[Instructions to follow] Every line of the material is to be returned verbatim. Pictures stay out.

[Supplied data]
————————

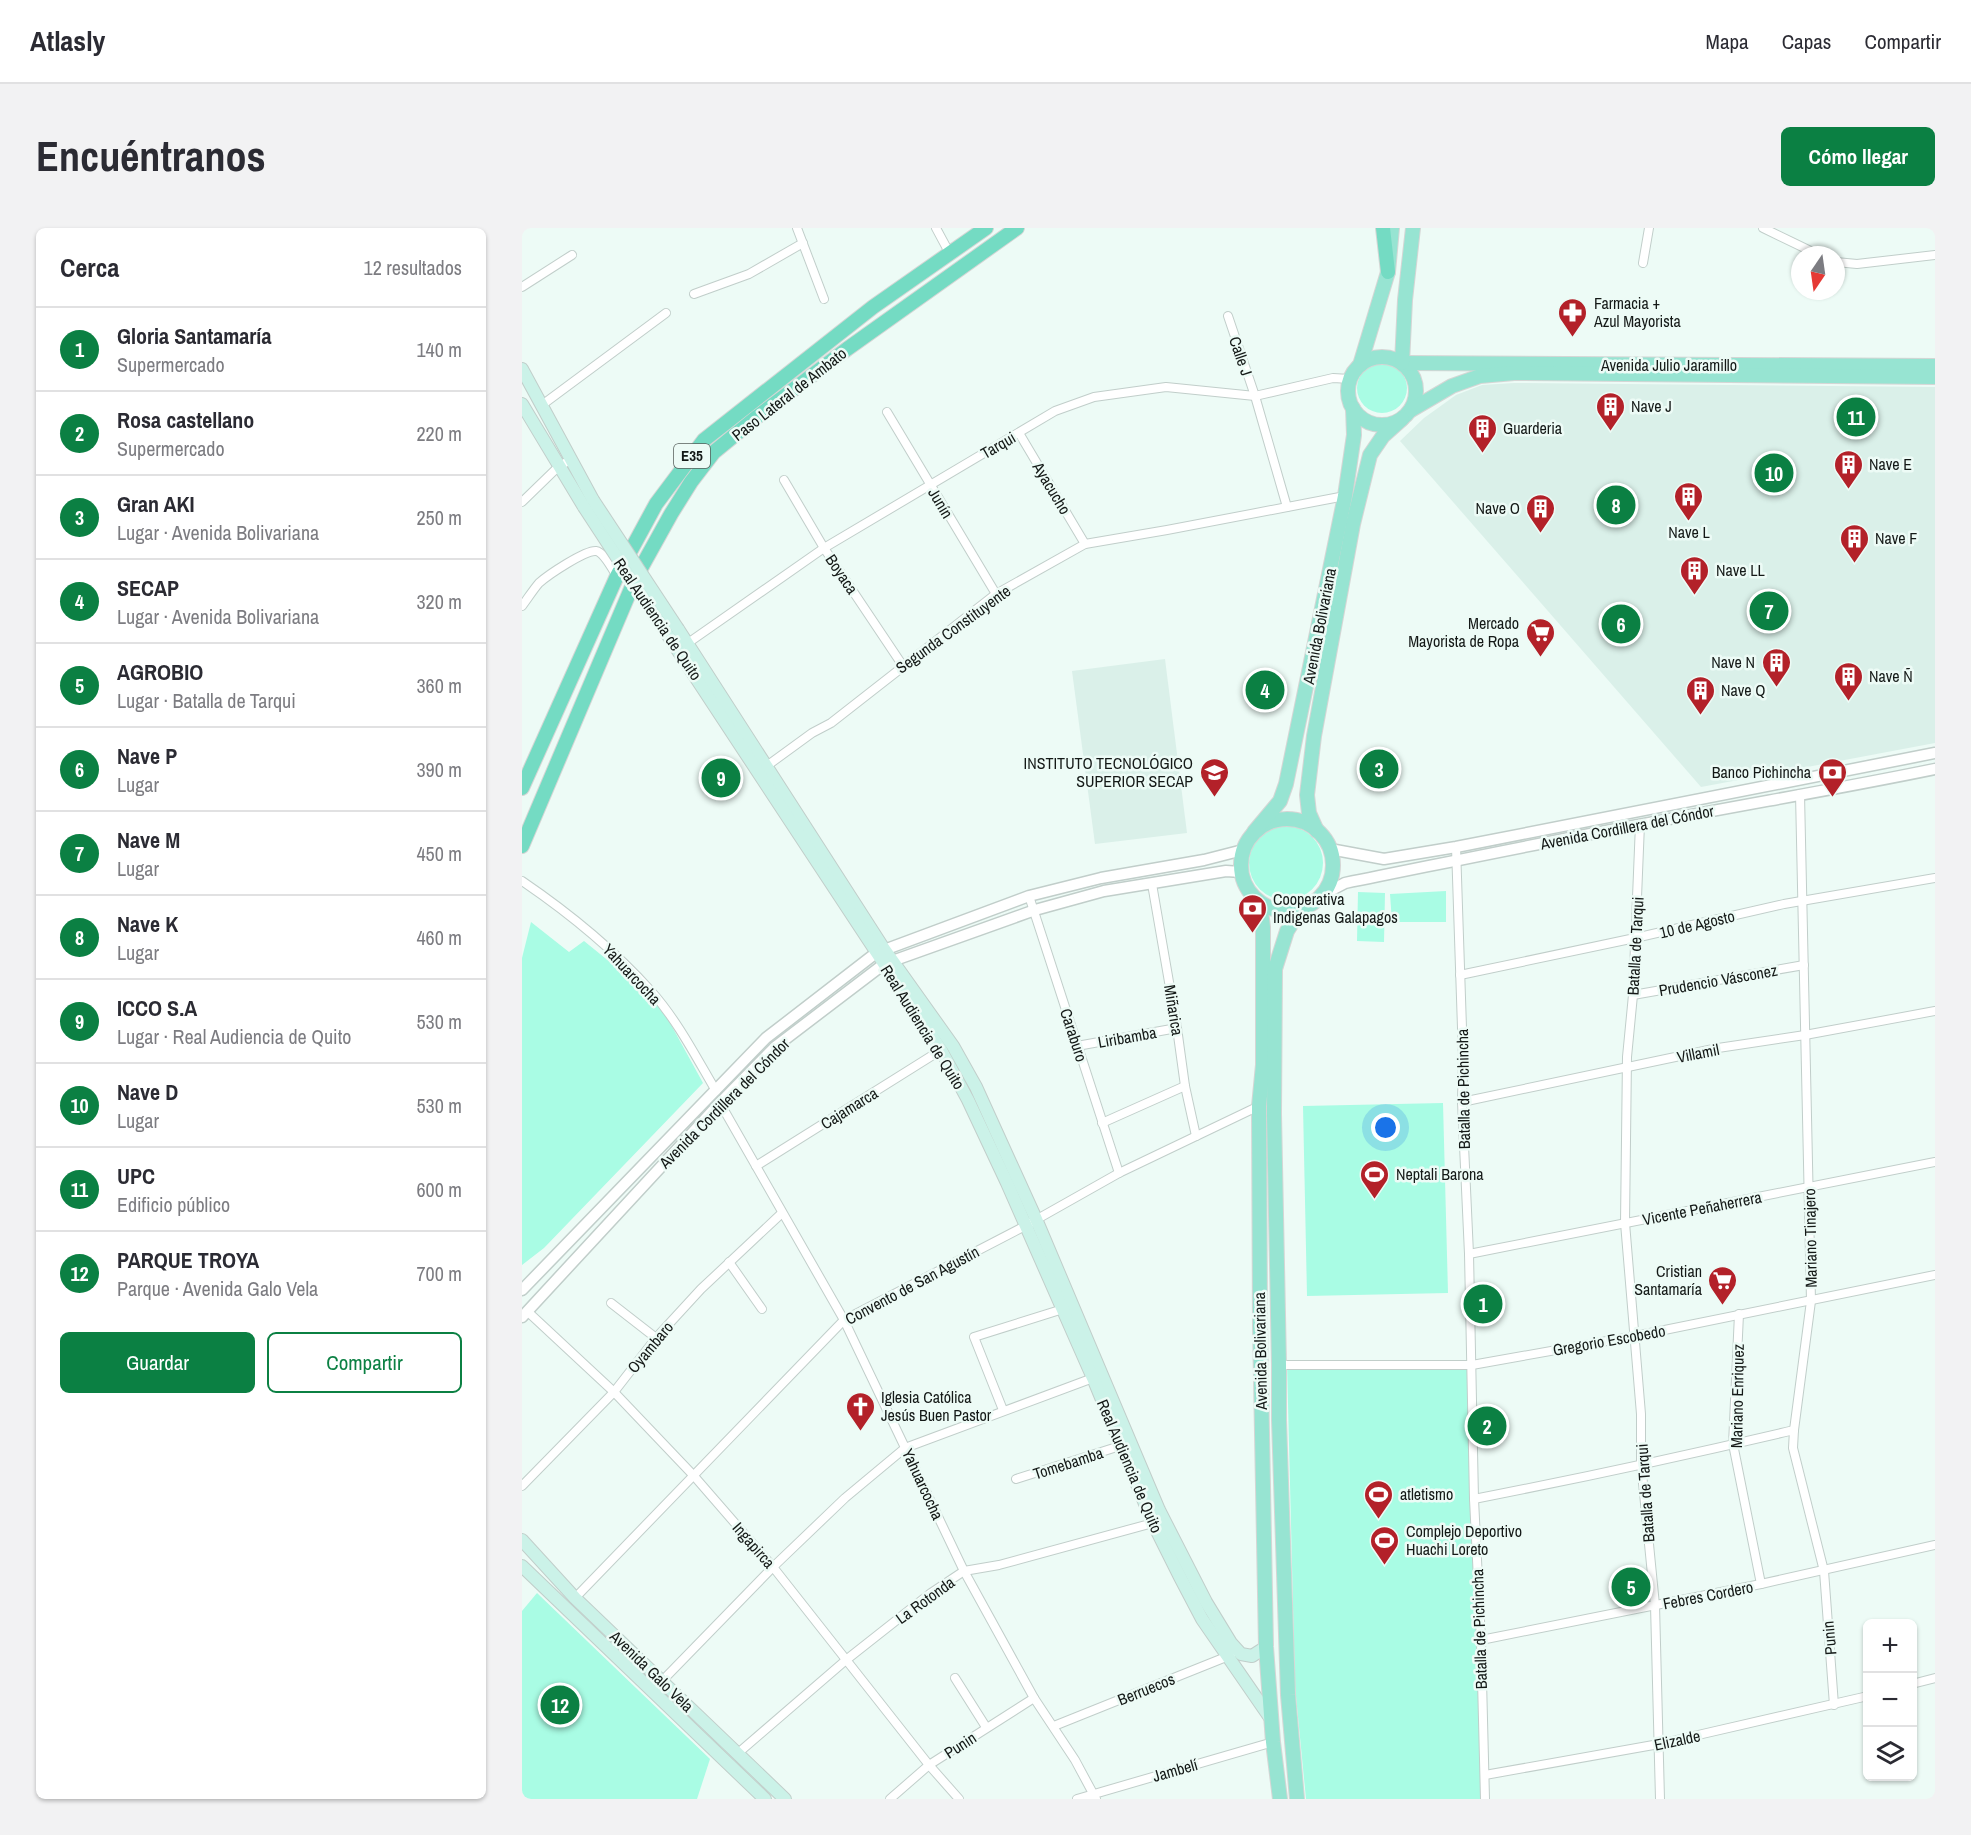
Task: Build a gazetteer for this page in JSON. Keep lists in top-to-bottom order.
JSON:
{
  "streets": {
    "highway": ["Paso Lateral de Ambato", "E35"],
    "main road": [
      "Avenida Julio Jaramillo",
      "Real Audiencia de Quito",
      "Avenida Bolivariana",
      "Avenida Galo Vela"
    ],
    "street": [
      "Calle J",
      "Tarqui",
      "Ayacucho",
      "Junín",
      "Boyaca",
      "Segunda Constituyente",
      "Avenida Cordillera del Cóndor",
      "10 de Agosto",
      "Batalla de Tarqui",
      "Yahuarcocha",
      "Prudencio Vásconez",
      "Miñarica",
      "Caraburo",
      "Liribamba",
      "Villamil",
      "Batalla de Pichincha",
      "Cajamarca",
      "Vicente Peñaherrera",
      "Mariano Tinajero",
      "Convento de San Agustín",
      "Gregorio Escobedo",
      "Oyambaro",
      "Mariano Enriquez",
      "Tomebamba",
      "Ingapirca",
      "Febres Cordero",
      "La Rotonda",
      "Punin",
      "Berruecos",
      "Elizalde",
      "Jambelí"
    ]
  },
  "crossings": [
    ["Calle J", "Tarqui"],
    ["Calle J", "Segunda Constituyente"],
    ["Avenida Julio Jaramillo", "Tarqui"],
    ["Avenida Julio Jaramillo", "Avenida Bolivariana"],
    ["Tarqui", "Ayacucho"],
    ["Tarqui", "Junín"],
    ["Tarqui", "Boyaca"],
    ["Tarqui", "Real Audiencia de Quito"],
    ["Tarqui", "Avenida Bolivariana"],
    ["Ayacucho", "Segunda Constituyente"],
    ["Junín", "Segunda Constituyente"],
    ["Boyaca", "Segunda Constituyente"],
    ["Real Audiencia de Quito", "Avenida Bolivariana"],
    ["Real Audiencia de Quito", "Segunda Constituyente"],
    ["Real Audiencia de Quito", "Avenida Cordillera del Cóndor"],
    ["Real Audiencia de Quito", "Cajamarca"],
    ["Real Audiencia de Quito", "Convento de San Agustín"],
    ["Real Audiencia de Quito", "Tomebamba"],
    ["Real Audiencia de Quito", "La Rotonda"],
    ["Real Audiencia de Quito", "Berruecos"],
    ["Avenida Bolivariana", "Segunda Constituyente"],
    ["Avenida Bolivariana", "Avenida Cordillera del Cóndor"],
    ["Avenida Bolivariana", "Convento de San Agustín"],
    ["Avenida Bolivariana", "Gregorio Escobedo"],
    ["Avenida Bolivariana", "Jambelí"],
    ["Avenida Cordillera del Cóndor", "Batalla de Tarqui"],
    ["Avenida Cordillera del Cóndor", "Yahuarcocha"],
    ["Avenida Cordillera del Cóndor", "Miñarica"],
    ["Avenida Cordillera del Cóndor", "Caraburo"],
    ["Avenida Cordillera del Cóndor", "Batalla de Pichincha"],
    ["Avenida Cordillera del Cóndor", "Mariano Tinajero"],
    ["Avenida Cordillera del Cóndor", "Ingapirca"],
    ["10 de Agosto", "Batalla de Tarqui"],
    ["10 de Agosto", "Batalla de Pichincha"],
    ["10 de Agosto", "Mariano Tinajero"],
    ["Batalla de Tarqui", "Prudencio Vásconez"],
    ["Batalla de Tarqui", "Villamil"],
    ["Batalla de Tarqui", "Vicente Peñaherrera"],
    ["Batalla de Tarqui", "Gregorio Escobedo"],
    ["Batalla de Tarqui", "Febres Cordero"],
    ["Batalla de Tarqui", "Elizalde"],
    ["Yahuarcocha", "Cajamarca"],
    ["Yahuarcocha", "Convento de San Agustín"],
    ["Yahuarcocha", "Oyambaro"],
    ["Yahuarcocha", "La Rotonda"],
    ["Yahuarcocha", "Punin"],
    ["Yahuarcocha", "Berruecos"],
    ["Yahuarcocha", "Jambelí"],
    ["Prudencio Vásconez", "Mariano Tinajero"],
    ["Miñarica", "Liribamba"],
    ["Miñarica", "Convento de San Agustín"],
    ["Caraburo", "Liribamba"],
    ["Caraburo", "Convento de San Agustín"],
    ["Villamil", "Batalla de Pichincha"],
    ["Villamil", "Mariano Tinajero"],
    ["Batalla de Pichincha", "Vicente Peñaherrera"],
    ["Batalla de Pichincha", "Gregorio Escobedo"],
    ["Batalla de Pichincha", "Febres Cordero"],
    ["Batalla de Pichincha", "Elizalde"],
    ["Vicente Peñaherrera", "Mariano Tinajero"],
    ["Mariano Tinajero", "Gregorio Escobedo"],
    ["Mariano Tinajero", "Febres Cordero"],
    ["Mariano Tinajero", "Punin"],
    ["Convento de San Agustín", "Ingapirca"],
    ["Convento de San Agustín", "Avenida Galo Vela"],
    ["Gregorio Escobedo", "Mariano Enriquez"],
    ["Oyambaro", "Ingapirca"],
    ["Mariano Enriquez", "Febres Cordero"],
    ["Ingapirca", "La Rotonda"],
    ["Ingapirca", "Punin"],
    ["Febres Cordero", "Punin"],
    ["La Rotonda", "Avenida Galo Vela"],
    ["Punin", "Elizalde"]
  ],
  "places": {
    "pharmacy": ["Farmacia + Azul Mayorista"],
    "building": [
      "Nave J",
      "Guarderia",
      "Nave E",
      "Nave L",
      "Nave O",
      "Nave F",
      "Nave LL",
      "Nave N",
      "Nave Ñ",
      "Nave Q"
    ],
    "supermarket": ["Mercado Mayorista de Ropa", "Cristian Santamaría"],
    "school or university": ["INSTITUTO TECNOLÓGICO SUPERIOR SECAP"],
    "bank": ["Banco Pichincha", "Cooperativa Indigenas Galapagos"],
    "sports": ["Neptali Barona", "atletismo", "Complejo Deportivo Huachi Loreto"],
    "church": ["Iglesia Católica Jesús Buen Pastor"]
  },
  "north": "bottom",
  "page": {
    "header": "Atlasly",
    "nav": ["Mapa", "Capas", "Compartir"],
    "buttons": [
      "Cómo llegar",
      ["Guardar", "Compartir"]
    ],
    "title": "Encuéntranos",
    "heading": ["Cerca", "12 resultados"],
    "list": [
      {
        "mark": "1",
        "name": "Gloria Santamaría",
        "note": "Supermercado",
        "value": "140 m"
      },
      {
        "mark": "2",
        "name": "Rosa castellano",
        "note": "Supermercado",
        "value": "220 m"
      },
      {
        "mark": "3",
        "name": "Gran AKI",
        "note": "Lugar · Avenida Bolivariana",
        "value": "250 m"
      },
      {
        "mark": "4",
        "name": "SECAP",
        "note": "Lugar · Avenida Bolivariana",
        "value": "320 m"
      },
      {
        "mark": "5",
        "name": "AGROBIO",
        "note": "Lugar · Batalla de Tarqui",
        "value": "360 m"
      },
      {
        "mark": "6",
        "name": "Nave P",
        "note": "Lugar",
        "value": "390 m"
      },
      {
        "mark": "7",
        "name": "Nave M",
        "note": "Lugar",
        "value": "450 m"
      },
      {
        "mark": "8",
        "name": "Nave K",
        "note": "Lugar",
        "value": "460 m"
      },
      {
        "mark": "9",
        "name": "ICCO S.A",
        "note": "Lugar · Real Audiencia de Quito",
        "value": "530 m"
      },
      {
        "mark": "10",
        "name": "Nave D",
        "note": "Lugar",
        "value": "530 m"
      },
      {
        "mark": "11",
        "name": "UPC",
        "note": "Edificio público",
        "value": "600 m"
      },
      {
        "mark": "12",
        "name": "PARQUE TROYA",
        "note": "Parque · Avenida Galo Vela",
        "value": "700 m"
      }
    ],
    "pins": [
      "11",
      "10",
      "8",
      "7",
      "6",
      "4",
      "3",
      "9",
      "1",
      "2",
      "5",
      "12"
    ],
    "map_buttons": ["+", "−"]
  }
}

————————

[Answer]
Task: Build a gazetteer for this page in JSON. Keep lists in top-to-bottom order.
JSON:
{
  "streets": {
    "highway": ["Paso Lateral de Ambato", "E35"],
    "main road": [
      "Avenida Julio Jaramillo",
      "Real Audiencia de Quito",
      "Avenida Bolivariana",
      "Avenida Galo Vela"
    ],
    "street": [
      "Calle J",
      "Tarqui",
      "Ayacucho",
      "Junín",
      "Boyaca",
      "Segunda Constituyente",
      "Avenida Cordillera del Cóndor",
      "10 de Agosto",
      "Batalla de Tarqui",
      "Yahuarcocha",
      "Prudencio Vásconez",
      "Miñarica",
      "Caraburo",
      "Liribamba",
      "Villamil",
      "Batalla de Pichincha",
      "Cajamarca",
      "Vicente Peñaherrera",
      "Mariano Tinajero",
      "Convento de San Agustín",
      "Gregorio Escobedo",
      "Oyambaro",
      "Mariano Enriquez",
      "Tomebamba",
      "Ingapirca",
      "Febres Cordero",
      "La Rotonda",
      "Punin",
      "Berruecos",
      "Elizalde",
      "Jambelí"
    ]
  },
  "crossings": [
    ["Calle J", "Tarqui"],
    ["Calle J", "Segunda Constituyente"],
    ["Avenida Julio Jaramillo", "Tarqui"],
    ["Avenida Julio Jaramillo", "Avenida Bolivariana"],
    ["Tarqui", "Ayacucho"],
    ["Tarqui", "Junín"],
    ["Tarqui", "Boyaca"],
    ["Tarqui", "Real Audiencia de Quito"],
    ["Tarqui", "Avenida Bolivariana"],
    ["Ayacucho", "Segunda Constituyente"],
    ["Junín", "Segunda Constituyente"],
    ["Boyaca", "Segunda Constituyente"],
    ["Real Audiencia de Quito", "Avenida Bolivariana"],
    ["Real Audiencia de Quito", "Segunda Constituyente"],
    ["Real Audiencia de Quito", "Avenida Cordillera del Cóndor"],
    ["Real Audiencia de Quito", "Cajamarca"],
    ["Real Audiencia de Quito", "Convento de San Agustín"],
    ["Real Audiencia de Quito", "Tomebamba"],
    ["Real Audiencia de Quito", "La Rotonda"],
    ["Real Audiencia de Quito", "Berruecos"],
    ["Avenida Bolivariana", "Segunda Constituyente"],
    ["Avenida Bolivariana", "Avenida Cordillera del Cóndor"],
    ["Avenida Bolivariana", "Convento de San Agustín"],
    ["Avenida Bolivariana", "Gregorio Escobedo"],
    ["Avenida Bolivariana", "Jambelí"],
    ["Avenida Cordillera del Cóndor", "Batalla de Tarqui"],
    ["Avenida Cordillera del Cóndor", "Yahuarcocha"],
    ["Avenida Cordillera del Cóndor", "Miñarica"],
    ["Avenida Cordillera del Cóndor", "Caraburo"],
    ["Avenida Cordillera del Cóndor", "Batalla de Pichincha"],
    ["Avenida Cordillera del Cóndor", "Mariano Tinajero"],
    ["Avenida Cordillera del Cóndor", "Ingapirca"],
    ["10 de Agosto", "Batalla de Tarqui"],
    ["10 de Agosto", "Batalla de Pichincha"],
    ["10 de Agosto", "Mariano Tinajero"],
    ["Batalla de Tarqui", "Prudencio Vásconez"],
    ["Batalla de Tarqui", "Villamil"],
    ["Batalla de Tarqui", "Vicente Peñaherrera"],
    ["Batalla de Tarqui", "Gregorio Escobedo"],
    ["Batalla de Tarqui", "Febres Cordero"],
    ["Batalla de Tarqui", "Elizalde"],
    ["Yahuarcocha", "Cajamarca"],
    ["Yahuarcocha", "Convento de San Agustín"],
    ["Yahuarcocha", "Oyambaro"],
    ["Yahuarcocha", "La Rotonda"],
    ["Yahuarcocha", "Punin"],
    ["Yahuarcocha", "Berruecos"],
    ["Yahuarcocha", "Jambelí"],
    ["Prudencio Vásconez", "Mariano Tinajero"],
    ["Miñarica", "Liribamba"],
    ["Miñarica", "Convento de San Agustín"],
    ["Caraburo", "Liribamba"],
    ["Caraburo", "Convento de San Agustín"],
    ["Villamil", "Batalla de Pichincha"],
    ["Villamil", "Mariano Tinajero"],
    ["Batalla de Pichincha", "Vicente Peñaherrera"],
    ["Batalla de Pichincha", "Gregorio Escobedo"],
    ["Batalla de Pichincha", "Febres Cordero"],
    ["Batalla de Pichincha", "Elizalde"],
    ["Vicente Peñaherrera", "Mariano Tinajero"],
    ["Mariano Tinajero", "Gregorio Escobedo"],
    ["Mariano Tinajero", "Febres Cordero"],
    ["Mariano Tinajero", "Punin"],
    ["Convento de San Agustín", "Ingapirca"],
    ["Convento de San Agustín", "Avenida Galo Vela"],
    ["Gregorio Escobedo", "Mariano Enriquez"],
    ["Oyambaro", "Ingapirca"],
    ["Mariano Enriquez", "Febres Cordero"],
    ["Ingapirca", "La Rotonda"],
    ["Ingapirca", "Punin"],
    ["Febres Cordero", "Punin"],
    ["La Rotonda", "Avenida Galo Vela"],
    ["Punin", "Elizalde"]
  ],
  "places": {
    "pharmacy": ["Farmacia + Azul Mayorista"],
    "building": [
      "Nave J",
      "Guarderia",
      "Nave E",
      "Nave L",
      "Nave O",
      "Nave F",
      "Nave LL",
      "Nave N",
      "Nave Ñ",
      "Nave Q"
    ],
    "supermarket": ["Mercado Mayorista de Ropa", "Cristian Santamaría"],
    "school or university": ["INSTITUTO TECNOLÓGICO SUPERIOR SECAP"],
    "bank": ["Banco Pichincha", "Cooperativa Indigenas Galapagos"],
    "sports": ["Neptali Barona", "atletismo", "Complejo Deportivo Huachi Loreto"],
    "church": ["Iglesia Católica Jesús Buen Pastor"]
  },
  "north": "bottom",
  "page": {
    "header": "Atlasly",
    "nav": ["Mapa", "Capas", "Compartir"],
    "buttons": [
      "Cómo llegar",
      ["Guardar", "Compartir"]
    ],
    "title": "Encuéntranos",
    "heading": ["Cerca", "12 resultados"],
    "list": [
      {
        "mark": "1",
        "name": "Gloria Santamaría",
        "note": "Supermercado",
        "value": "140 m"
      },
      {
        "mark": "2",
        "name": "Rosa castellano",
        "note": "Supermercado",
        "value": "220 m"
      },
      {
        "mark": "3",
        "name": "Gran AKI",
        "note": "Lugar · Avenida Bolivariana",
        "value": "250 m"
      },
      {
        "mark": "4",
        "name": "SECAP",
        "note": "Lugar · Avenida Bolivariana",
        "value": "320 m"
      },
      {
        "mark": "5",
        "name": "AGROBIO",
        "note": "Lugar · Batalla de Tarqui",
        "value": "360 m"
      },
      {
        "mark": "6",
        "name": "Nave P",
        "note": "Lugar",
        "value": "390 m"
      },
      {
        "mark": "7",
        "name": "Nave M",
        "note": "Lugar",
        "value": "450 m"
      },
      {
        "mark": "8",
        "name": "Nave K",
        "note": "Lugar",
        "value": "460 m"
      },
      {
        "mark": "9",
        "name": "ICCO S.A",
        "note": "Lugar · Real Audiencia de Quito",
        "value": "530 m"
      },
      {
        "mark": "10",
        "name": "Nave D",
        "note": "Lugar",
        "value": "530 m"
      },
      {
        "mark": "11",
        "name": "UPC",
        "note": "Edificio público",
        "value": "600 m"
      },
      {
        "mark": "12",
        "name": "PARQUE TROYA",
        "note": "Parque · Avenida Galo Vela",
        "value": "700 m"
      }
    ],
    "pins": [
      "11",
      "10",
      "8",
      "7",
      "6",
      "4",
      "3",
      "9",
      "1",
      "2",
      "5",
      "12"
    ],
    "map_buttons": ["+", "−"]
  }
}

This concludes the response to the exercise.